BEGIN DATASET RECORDS

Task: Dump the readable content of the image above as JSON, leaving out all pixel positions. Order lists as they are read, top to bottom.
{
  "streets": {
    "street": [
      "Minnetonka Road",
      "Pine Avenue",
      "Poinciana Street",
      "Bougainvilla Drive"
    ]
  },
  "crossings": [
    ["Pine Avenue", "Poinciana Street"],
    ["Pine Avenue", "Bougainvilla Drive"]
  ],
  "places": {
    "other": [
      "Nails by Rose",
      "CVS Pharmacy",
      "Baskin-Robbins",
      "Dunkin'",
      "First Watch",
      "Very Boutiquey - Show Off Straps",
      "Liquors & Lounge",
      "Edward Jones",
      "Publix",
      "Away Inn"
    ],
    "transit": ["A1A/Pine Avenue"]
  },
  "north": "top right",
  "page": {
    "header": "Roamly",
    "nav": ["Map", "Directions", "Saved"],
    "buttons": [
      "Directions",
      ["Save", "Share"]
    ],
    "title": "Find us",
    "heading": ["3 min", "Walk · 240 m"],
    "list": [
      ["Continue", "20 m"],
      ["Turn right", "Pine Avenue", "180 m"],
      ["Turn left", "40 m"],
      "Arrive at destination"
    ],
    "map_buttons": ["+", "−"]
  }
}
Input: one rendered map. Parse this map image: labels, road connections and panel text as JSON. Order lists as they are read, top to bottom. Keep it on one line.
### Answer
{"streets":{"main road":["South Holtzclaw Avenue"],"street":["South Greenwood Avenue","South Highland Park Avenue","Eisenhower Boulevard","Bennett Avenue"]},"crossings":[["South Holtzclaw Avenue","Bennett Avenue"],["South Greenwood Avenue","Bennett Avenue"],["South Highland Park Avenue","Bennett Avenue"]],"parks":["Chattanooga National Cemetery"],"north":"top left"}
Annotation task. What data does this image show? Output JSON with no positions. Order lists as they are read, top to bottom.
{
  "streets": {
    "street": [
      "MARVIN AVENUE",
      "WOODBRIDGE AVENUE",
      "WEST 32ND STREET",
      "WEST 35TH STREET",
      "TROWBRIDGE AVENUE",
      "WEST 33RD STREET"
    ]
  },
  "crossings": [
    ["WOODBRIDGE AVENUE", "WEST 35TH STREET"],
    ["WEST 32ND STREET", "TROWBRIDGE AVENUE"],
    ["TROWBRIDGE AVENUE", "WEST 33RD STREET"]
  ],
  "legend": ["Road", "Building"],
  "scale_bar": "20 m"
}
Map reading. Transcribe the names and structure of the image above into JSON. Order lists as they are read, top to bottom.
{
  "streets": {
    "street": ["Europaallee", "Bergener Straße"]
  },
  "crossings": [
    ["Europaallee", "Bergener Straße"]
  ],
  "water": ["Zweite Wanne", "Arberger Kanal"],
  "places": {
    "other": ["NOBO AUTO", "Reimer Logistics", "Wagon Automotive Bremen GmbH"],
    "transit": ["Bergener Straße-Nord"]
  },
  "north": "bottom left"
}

END DATASET RECORDS

◆ **TASK GOAL**
Please give back all of the data exactly as it appears.

◆ **RESULT OF THE EXERCISE**
Task: Dump the readable content of the image above as JSON, leaving out all pixel positions. Order lists as they are read, top to bottom.
{
  "streets": {
    "street": [
      "Minnetonka Road",
      "Pine Avenue",
      "Poinciana Street",
      "Bougainvilla Drive"
    ]
  },
  "crossings": [
    ["Pine Avenue", "Poinciana Street"],
    ["Pine Avenue", "Bougainvilla Drive"]
  ],
  "places": {
    "other": [
      "Nails by Rose",
      "CVS Pharmacy",
      "Baskin-Robbins",
      "Dunkin'",
      "First Watch",
      "Very Boutiquey - Show Off Straps",
      "Liquors & Lounge",
      "Edward Jones",
      "Publix",
      "Away Inn"
    ],
    "transit": ["A1A/Pine Avenue"]
  },
  "north": "top right",
  "page": {
    "header": "Roamly",
    "nav": ["Map", "Directions", "Saved"],
    "buttons": [
      "Directions",
      ["Save", "Share"]
    ],
    "title": "Find us",
    "heading": ["3 min", "Walk · 240 m"],
    "list": [
      ["Continue", "20 m"],
      ["Turn right", "Pine Avenue", "180 m"],
      ["Turn left", "40 m"],
      "Arrive at destination"
    ],
    "map_buttons": ["+", "−"]
  }
}
Input: one rendered map. Parse this map image: labels, road connections and panel text as JSON. Order lists as they are read, top to bottom. Keep it on one line.
### Answer
{"streets":{"main road":["South Holtzclaw Avenue"],"street":["South Greenwood Avenue","South Highland Park Avenue","Eisenhower Boulevard","Bennett Avenue"]},"crossings":[["South Holtzclaw Avenue","Bennett Avenue"],["South Greenwood Avenue","Bennett Avenue"],["South Highland Park Avenue","Bennett Avenue"]],"parks":["Chattanooga National Cemetery"],"north":"top left"}
Annotation task. What data does this image show? Output JSON with no positions. Order lists as they are read, top to bottom.
{
  "streets": {
    "street": [
      "MARVIN AVENUE",
      "WOODBRIDGE AVENUE",
      "WEST 32ND STREET",
      "WEST 35TH STREET",
      "TROWBRIDGE AVENUE",
      "WEST 33RD STREET"
    ]
  },
  "crossings": [
    ["WOODBRIDGE AVENUE", "WEST 35TH STREET"],
    ["WEST 32ND STREET", "TROWBRIDGE AVENUE"],
    ["TROWBRIDGE AVENUE", "WEST 33RD STREET"]
  ],
  "legend": ["Road", "Building"],
  "scale_bar": "20 m"
}
Map reading. Transcribe the names and structure of the image above into JSON. Order lists as they are read, top to bottom.
{
  "streets": {
    "street": ["Europaallee", "Bergener Straße"]
  },
  "crossings": [
    ["Europaallee", "Bergener Straße"]
  ],
  "water": ["Zweite Wanne", "Arberger Kanal"],
  "places": {
    "other": ["NOBO AUTO", "Reimer Logistics", "Wagon Automotive Bremen GmbH"],
    "transit": ["Bergener Straße-Nord"]
  },
  "north": "bottom left"
}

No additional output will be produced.